(Extracted records)
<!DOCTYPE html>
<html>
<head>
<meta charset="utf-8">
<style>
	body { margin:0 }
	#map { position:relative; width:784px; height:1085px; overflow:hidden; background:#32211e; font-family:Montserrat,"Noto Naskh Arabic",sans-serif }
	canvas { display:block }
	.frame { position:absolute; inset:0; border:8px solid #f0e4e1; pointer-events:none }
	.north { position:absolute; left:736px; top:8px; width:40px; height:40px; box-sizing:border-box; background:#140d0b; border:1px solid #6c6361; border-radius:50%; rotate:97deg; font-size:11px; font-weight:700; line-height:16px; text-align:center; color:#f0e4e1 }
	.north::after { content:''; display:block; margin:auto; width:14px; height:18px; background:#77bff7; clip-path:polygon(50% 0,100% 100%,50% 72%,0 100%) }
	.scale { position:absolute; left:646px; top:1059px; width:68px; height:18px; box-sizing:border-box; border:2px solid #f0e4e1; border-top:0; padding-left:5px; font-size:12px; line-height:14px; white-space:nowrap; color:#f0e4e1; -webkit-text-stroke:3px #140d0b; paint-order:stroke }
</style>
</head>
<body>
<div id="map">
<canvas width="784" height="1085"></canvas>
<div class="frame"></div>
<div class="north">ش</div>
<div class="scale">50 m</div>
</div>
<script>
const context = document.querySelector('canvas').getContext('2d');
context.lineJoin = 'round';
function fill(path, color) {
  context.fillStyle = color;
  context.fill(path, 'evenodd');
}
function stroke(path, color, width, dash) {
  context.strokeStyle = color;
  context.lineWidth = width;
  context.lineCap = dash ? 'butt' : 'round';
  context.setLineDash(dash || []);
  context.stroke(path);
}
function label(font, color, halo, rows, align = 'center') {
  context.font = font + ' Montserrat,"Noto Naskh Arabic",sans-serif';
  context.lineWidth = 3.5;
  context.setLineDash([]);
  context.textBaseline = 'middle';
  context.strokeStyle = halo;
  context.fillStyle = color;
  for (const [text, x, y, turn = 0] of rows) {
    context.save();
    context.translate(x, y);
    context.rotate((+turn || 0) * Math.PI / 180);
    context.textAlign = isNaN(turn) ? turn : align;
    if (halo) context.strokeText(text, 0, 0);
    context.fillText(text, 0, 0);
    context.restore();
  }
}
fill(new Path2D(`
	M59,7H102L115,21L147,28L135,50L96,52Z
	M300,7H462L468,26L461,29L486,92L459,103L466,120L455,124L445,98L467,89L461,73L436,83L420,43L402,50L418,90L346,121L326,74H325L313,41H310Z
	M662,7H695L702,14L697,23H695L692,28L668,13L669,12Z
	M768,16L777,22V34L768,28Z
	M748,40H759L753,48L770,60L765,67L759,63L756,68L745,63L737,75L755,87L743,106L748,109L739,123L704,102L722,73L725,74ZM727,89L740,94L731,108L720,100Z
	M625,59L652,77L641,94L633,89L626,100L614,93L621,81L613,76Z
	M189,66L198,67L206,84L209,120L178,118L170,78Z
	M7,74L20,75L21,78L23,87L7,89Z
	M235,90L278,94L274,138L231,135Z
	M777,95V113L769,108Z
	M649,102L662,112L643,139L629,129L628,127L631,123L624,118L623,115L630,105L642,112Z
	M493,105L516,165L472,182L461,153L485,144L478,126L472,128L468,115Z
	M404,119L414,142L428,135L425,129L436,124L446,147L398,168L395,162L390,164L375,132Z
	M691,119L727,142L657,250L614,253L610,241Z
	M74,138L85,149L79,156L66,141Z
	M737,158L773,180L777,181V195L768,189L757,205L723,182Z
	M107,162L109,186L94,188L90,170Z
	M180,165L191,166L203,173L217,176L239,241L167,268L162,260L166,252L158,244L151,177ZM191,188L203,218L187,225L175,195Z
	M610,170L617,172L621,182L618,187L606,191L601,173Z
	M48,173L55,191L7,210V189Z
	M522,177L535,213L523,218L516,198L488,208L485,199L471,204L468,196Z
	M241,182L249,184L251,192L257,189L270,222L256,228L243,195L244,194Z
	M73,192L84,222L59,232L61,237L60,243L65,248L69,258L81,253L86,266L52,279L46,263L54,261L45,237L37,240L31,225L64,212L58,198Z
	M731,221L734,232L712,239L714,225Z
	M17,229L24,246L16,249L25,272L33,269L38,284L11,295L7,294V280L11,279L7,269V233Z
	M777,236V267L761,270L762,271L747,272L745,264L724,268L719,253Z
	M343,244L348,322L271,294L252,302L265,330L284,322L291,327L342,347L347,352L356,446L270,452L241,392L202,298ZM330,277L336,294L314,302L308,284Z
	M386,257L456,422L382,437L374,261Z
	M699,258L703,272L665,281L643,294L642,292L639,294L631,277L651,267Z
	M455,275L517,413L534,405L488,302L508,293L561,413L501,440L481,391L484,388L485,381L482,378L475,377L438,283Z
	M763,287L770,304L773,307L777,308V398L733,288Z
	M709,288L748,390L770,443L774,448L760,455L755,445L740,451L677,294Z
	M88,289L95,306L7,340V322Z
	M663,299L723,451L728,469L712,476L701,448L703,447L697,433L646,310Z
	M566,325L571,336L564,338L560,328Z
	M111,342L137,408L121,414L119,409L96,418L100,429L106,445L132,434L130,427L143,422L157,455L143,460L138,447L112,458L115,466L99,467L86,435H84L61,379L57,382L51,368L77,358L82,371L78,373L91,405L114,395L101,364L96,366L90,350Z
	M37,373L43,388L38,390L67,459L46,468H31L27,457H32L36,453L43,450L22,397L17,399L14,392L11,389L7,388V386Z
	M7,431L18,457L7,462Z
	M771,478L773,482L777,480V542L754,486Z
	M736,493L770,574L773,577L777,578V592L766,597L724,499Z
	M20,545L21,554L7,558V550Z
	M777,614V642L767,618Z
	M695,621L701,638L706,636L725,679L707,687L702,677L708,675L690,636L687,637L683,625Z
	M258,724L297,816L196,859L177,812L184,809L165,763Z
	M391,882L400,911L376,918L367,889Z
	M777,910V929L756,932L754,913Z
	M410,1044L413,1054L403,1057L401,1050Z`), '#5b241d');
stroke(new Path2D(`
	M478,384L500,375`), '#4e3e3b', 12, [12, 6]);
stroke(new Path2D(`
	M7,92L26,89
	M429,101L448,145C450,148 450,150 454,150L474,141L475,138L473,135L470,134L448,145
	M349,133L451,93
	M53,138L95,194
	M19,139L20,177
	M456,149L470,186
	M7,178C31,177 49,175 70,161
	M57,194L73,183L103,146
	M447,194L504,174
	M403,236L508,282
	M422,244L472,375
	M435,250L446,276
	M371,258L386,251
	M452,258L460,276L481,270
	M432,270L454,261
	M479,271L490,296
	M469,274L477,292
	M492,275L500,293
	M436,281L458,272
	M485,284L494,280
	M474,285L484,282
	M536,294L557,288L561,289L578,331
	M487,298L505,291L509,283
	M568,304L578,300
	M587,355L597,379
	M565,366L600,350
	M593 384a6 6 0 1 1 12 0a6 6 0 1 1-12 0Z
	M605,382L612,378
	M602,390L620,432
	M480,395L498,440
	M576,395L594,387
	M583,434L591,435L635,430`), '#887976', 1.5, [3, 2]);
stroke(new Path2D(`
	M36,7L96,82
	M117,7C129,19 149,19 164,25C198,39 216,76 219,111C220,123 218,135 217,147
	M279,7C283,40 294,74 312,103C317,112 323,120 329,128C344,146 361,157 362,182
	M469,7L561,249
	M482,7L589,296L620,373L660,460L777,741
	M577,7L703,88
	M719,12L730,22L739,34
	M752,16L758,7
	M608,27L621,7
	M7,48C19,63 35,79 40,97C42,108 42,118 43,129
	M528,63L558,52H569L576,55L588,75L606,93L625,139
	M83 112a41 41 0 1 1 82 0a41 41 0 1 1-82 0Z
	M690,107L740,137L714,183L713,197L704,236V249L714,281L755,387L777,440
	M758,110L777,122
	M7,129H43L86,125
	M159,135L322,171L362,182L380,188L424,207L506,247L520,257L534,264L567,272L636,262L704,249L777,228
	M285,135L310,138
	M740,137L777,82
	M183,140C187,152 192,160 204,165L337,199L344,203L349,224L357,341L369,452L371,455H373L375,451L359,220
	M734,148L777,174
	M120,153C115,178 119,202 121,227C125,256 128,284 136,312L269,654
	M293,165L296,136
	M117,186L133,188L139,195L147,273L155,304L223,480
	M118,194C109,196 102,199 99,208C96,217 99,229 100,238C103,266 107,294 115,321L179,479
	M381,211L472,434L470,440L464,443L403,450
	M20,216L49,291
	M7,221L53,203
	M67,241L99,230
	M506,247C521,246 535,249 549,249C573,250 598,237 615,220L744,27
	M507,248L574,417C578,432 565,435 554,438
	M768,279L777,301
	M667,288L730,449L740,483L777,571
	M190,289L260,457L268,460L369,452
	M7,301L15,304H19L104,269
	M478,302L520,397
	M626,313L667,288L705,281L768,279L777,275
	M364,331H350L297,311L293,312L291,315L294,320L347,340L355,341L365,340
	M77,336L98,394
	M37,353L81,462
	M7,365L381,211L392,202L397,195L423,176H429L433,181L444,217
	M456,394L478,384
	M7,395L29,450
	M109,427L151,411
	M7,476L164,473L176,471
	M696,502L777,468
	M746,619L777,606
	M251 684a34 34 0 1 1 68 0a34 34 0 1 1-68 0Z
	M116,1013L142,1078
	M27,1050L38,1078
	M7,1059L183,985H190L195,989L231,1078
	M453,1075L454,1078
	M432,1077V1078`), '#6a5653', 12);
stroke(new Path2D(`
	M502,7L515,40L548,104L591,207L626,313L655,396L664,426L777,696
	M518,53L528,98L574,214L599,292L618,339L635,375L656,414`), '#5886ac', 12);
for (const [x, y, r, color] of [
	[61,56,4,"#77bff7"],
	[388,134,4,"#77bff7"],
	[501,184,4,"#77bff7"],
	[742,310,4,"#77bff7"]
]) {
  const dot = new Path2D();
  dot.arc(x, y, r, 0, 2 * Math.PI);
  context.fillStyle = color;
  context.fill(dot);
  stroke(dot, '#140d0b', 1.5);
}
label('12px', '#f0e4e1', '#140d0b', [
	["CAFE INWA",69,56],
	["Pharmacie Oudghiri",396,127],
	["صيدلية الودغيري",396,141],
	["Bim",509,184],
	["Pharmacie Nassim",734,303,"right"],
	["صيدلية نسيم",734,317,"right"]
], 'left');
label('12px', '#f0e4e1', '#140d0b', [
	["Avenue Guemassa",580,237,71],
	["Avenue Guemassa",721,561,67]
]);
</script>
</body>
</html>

EXERCISE DIRECTIONS
Working from the data above, extract solely the lines from the one containing "M731,221L734,232L712,239L714,225Z" through the one containing "M452,258L460,276L481,270", exactly as they appear, both included.

ANSWER BOX
	M731,221L734,232L712,239L714,225Z
	M17,229L24,246L16,249L25,272L33,269L38,284L11,295L7,294V280L11,279L7,269V233Z
	M777,236V267L761,270L762,271L747,272L745,264L724,268L719,253Z
	M343,244L348,322L271,294L252,302L265,330L284,322L291,327L342,347L347,352L356,446L270,452L241,392L202,298ZM330,277L336,294L314,302L308,284Z
	M386,257L456,422L382,437L374,261Z
	M699,258L703,272L665,281L643,294L642,292L639,294L631,277L651,267Z
	M455,275L517,413L534,405L488,302L508,293L561,413L501,440L481,391L484,388L485,381L482,378L475,377L438,283Z
	M763,287L770,304L773,307L777,308V398L733,288Z
	M709,288L748,390L770,443L774,448L760,455L755,445L740,451L677,294Z
	M88,289L95,306L7,340V322Z
	M663,299L723,451L728,469L712,476L701,448L703,447L697,433L646,310Z
	M566,325L571,336L564,338L560,328Z
	M111,342L137,408L121,414L119,409L96,418L100,429L106,445L132,434L130,427L143,422L157,455L143,460L138,447L112,458L115,466L99,467L86,435H84L61,379L57,382L51,368L77,358L82,371L78,373L91,405L114,395L101,364L96,366L90,350Z
	M37,373L43,388L38,390L67,459L46,468H31L27,457H32L36,453L43,450L22,397L17,399L14,392L11,389L7,388V386Z
	M7,431L18,457L7,462Z
	M771,478L773,482L777,480V542L754,486Z
	M736,493L770,574L773,577L777,578V592L766,597L724,499Z
	M20,545L21,554L7,558V550Z
	M777,614V642L767,618Z
	M695,621L701,638L706,636L725,679L707,687L702,677L708,675L690,636L687,637L683,625Z
	M258,724L297,816L196,859L177,812L184,809L165,763Z
	M391,882L400,911L376,918L367,889Z
	M777,910V929L756,932L754,913Z
	M410,1044L413,1054L403,1057L401,1050Z`), '#5b241d');
stroke(new Path2D(`
	M478,384L500,375`), '#4e3e3b', 12, [12, 6]);
stroke(new Path2D(`
	M7,92L26,89
	M429,101L448,145C450,148 450,150 454,150L474,141L475,138L473,135L470,134L448,145
	M349,133L451,93
	M53,138L95,194
	M19,139L20,177
	M456,149L470,186
	M7,178C31,177 49,175 70,161
	M57,194L73,183L103,146
	M447,194L504,174
	M403,236L508,282
	M422,244L472,375
	M435,250L446,276
	M371,258L386,251
	M452,258L460,276L481,270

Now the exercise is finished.